Task directions: Check each line of the entries for "icon" and report the ones that have it.

Information given:
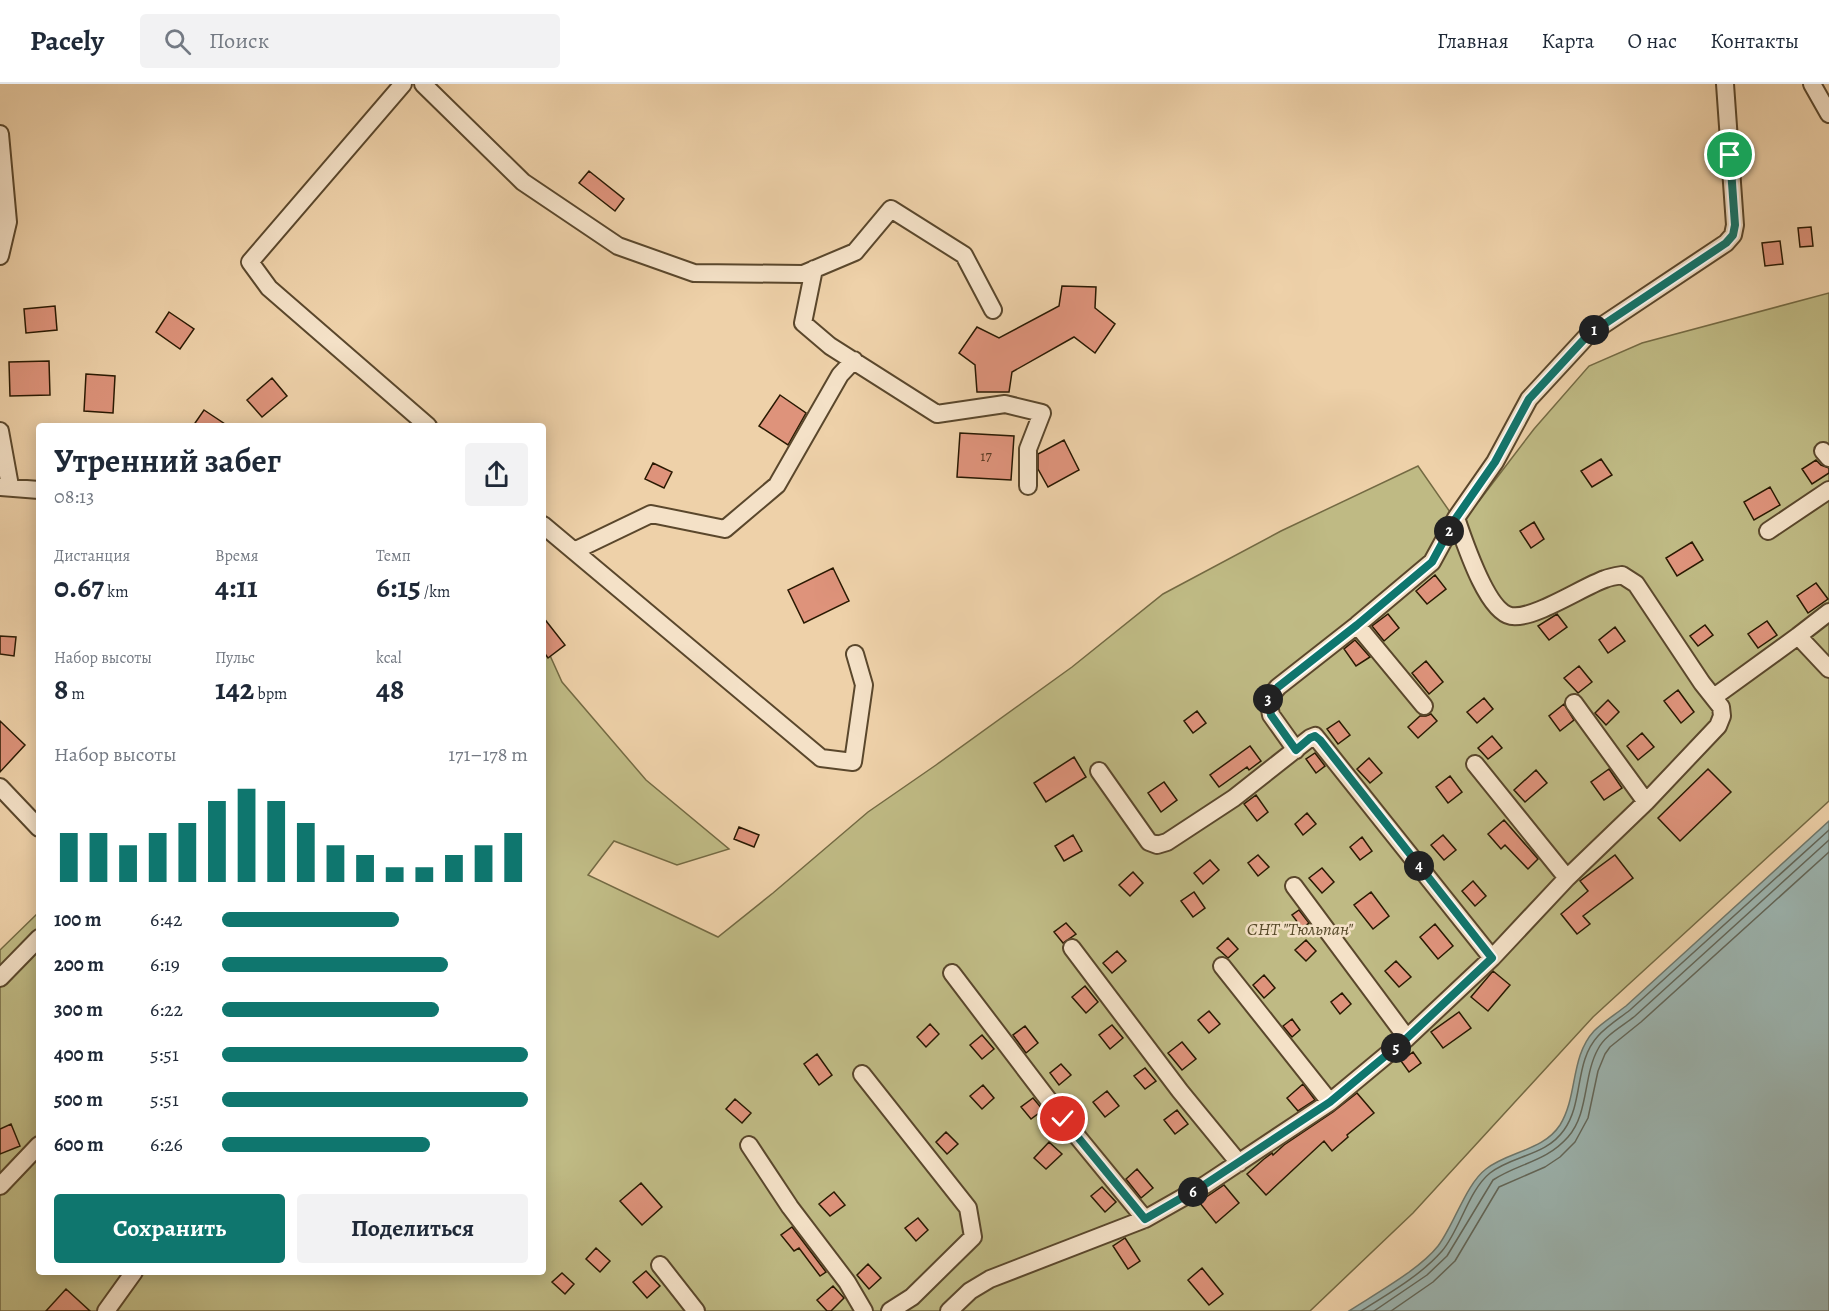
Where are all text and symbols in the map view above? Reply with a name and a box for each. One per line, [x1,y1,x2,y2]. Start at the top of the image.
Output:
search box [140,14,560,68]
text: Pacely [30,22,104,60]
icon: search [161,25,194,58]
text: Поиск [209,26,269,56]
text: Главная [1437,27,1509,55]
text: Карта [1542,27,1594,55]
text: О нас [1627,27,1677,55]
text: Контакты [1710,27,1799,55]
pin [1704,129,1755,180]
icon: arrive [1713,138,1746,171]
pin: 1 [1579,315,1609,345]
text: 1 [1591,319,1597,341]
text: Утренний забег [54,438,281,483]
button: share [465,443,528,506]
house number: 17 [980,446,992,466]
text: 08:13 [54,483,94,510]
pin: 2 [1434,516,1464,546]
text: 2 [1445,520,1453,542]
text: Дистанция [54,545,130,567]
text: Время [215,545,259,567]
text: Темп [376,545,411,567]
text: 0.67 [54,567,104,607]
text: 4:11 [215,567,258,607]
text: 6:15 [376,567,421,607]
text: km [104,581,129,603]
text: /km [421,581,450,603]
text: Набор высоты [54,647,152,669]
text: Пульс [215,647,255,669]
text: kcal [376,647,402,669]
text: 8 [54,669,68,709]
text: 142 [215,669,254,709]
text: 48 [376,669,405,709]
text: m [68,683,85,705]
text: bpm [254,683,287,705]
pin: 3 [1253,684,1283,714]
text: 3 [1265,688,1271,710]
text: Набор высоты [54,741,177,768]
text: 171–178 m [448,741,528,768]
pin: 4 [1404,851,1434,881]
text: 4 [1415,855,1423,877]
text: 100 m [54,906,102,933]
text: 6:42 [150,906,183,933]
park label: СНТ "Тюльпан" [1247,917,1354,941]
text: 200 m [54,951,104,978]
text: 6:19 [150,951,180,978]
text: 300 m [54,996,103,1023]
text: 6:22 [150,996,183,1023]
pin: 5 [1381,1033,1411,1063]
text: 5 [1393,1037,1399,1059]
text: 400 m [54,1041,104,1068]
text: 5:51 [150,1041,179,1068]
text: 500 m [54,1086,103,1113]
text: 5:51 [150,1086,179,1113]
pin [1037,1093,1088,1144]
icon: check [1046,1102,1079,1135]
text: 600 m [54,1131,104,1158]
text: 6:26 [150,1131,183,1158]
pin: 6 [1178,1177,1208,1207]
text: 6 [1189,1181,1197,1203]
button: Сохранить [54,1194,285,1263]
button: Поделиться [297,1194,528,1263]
==
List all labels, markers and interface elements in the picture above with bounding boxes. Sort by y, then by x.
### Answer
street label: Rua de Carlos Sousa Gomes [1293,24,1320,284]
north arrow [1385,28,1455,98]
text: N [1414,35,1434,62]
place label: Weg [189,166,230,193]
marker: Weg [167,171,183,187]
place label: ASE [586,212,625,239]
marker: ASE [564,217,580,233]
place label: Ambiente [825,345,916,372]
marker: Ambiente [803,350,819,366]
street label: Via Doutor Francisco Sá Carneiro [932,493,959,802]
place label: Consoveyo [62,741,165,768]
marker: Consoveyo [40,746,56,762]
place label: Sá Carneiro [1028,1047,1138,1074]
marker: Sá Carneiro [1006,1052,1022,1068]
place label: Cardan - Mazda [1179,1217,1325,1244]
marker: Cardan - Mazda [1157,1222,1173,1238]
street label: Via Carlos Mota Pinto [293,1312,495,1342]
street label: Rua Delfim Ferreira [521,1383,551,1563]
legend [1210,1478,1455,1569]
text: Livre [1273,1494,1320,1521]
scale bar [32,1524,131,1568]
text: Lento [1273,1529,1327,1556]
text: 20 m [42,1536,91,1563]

Exercise output:
icon: search [161,25,194,58]
icon: arrive [1713,138,1746,171]
icon: check [1046,1102,1079,1135]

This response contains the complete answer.